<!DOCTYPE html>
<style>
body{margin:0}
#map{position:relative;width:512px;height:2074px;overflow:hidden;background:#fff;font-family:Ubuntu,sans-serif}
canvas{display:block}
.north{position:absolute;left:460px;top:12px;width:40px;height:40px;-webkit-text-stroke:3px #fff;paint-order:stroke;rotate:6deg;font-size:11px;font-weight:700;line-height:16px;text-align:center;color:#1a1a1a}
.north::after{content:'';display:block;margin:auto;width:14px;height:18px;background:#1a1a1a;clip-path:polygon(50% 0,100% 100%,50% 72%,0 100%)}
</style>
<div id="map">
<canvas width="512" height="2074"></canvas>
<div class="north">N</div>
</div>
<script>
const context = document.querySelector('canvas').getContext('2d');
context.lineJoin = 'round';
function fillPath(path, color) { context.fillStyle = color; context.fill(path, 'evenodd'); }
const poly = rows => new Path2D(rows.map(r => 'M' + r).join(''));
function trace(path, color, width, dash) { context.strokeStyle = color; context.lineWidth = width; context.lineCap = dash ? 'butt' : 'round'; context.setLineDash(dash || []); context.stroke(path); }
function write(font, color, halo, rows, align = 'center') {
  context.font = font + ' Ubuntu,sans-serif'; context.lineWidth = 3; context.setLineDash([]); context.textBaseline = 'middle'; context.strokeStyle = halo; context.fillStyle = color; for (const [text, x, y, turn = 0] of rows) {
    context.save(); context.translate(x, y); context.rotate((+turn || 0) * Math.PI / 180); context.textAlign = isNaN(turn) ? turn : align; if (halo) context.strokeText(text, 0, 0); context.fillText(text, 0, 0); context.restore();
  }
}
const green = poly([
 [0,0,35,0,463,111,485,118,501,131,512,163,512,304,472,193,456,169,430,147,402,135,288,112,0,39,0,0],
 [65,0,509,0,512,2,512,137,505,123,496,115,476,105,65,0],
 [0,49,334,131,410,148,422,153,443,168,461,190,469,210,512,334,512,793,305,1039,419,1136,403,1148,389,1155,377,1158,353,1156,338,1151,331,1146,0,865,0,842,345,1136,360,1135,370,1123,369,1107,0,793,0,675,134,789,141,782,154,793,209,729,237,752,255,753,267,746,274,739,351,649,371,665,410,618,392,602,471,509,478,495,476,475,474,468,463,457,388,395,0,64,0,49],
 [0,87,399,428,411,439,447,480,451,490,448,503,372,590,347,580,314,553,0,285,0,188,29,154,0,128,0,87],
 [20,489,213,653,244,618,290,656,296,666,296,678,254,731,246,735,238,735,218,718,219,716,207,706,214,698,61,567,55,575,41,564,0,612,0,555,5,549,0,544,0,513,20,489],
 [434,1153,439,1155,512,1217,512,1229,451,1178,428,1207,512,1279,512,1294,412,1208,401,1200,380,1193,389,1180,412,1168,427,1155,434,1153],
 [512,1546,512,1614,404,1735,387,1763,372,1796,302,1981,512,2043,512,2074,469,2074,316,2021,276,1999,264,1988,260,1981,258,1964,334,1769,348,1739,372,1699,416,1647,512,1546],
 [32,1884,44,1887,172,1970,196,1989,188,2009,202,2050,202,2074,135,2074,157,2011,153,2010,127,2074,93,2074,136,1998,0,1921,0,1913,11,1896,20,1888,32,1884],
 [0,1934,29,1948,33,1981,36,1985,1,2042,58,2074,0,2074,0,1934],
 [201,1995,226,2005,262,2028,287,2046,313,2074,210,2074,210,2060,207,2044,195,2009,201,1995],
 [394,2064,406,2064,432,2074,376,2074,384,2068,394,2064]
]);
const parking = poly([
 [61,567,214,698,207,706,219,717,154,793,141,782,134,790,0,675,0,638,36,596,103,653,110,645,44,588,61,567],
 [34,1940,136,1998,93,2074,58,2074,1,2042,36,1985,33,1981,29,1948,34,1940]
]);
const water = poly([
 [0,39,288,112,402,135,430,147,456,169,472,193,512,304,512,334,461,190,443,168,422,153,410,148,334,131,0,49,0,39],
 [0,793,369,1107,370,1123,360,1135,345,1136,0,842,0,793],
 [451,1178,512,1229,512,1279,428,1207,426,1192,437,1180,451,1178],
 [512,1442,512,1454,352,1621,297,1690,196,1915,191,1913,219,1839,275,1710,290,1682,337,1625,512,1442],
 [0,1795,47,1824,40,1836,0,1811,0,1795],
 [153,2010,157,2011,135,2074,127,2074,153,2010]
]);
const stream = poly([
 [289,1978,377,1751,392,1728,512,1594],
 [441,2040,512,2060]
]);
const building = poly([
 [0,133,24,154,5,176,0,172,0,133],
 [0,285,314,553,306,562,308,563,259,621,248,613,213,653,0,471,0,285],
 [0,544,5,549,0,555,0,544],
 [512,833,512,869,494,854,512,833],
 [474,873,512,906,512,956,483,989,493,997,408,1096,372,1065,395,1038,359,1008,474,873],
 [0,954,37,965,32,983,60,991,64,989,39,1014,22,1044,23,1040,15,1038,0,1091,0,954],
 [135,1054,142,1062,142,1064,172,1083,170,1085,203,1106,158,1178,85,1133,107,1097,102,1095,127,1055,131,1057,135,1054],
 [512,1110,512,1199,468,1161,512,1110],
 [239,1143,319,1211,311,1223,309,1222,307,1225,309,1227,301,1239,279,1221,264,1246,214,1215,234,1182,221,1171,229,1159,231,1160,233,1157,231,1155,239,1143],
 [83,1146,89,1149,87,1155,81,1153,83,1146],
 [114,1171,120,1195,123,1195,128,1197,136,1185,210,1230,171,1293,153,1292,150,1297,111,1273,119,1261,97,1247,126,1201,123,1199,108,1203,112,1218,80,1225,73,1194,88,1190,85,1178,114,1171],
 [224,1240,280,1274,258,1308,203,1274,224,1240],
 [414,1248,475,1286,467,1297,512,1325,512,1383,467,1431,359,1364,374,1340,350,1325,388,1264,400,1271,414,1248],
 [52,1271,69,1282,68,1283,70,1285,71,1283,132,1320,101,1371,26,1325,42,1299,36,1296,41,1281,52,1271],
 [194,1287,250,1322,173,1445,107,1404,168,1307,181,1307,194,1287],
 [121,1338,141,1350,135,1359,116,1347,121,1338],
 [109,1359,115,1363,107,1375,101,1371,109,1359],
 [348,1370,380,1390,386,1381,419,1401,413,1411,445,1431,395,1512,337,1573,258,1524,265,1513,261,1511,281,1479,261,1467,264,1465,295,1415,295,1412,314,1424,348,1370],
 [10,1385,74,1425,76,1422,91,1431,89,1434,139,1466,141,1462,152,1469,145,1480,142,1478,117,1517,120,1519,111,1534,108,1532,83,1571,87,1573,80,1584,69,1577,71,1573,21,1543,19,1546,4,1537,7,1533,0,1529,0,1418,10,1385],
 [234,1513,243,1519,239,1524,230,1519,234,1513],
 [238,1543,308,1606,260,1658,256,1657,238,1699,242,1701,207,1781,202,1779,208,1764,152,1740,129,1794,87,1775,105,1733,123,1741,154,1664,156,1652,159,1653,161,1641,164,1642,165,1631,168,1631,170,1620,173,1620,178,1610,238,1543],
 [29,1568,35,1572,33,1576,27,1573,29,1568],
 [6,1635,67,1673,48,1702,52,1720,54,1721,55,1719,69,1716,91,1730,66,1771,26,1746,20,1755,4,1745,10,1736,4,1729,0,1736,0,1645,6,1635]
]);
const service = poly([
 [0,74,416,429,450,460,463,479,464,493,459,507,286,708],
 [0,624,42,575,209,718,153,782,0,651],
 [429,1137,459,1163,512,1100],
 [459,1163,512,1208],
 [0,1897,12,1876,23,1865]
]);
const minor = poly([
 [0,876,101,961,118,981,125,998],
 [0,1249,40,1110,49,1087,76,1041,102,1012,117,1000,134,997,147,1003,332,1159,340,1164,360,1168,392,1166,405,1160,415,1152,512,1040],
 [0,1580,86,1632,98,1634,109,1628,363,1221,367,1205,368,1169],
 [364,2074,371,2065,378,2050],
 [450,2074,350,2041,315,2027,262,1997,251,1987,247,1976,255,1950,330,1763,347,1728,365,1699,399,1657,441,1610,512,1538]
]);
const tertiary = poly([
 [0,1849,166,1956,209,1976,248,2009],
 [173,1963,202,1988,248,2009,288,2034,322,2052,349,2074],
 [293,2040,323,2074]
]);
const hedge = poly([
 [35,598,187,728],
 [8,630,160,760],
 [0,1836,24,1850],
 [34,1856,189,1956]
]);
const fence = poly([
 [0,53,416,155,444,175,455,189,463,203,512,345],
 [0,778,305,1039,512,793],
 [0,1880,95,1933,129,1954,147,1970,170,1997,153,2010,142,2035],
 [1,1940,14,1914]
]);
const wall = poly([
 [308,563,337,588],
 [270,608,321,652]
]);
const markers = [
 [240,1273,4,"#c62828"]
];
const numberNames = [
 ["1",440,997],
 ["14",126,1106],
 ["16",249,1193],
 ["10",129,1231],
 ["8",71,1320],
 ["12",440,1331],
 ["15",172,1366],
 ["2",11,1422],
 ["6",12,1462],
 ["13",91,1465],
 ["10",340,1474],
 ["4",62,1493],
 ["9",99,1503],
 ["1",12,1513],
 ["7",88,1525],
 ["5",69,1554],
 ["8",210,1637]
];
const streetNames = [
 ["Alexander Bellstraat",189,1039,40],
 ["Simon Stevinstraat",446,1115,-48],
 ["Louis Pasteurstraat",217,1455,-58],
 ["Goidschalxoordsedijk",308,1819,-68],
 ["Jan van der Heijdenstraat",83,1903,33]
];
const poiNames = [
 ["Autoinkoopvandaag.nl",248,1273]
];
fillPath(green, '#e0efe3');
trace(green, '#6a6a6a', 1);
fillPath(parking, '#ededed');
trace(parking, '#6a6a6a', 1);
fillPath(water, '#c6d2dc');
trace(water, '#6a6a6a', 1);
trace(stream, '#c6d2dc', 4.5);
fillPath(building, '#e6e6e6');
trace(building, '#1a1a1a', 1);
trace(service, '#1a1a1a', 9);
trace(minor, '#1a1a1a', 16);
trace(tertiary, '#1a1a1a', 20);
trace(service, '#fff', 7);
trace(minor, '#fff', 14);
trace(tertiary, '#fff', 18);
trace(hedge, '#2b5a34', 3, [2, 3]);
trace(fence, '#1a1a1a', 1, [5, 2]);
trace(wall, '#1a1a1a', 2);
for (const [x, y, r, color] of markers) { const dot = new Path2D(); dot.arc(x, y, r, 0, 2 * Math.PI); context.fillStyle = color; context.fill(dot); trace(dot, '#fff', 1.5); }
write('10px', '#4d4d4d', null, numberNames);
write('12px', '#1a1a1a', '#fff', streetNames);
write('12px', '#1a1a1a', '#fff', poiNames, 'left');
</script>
= = = = = = =
Exercise directions: Look through the listing, and copy each line in which the string "align" turns up.

Output below:
.north{position:absolute;left:460px;top:12px;width:40px;height:40px;-webkit-text-stroke:3px #fff;paint-order:stroke;rotate:6deg;font-size:11px;font-weight:700;line-height:16px;text-align:center;color:#1a1a1a}
function write(font, color, halo, rows, align = 'center') {
    context.save(); context.translate(x, y); context.rotate((+turn || 0) * Math.PI / 180); context.textAlign = isNaN(turn) ? turn : align; if (halo) context.strokeText(text, 0, 0); context.fillText(text, 0, 0); context.restore();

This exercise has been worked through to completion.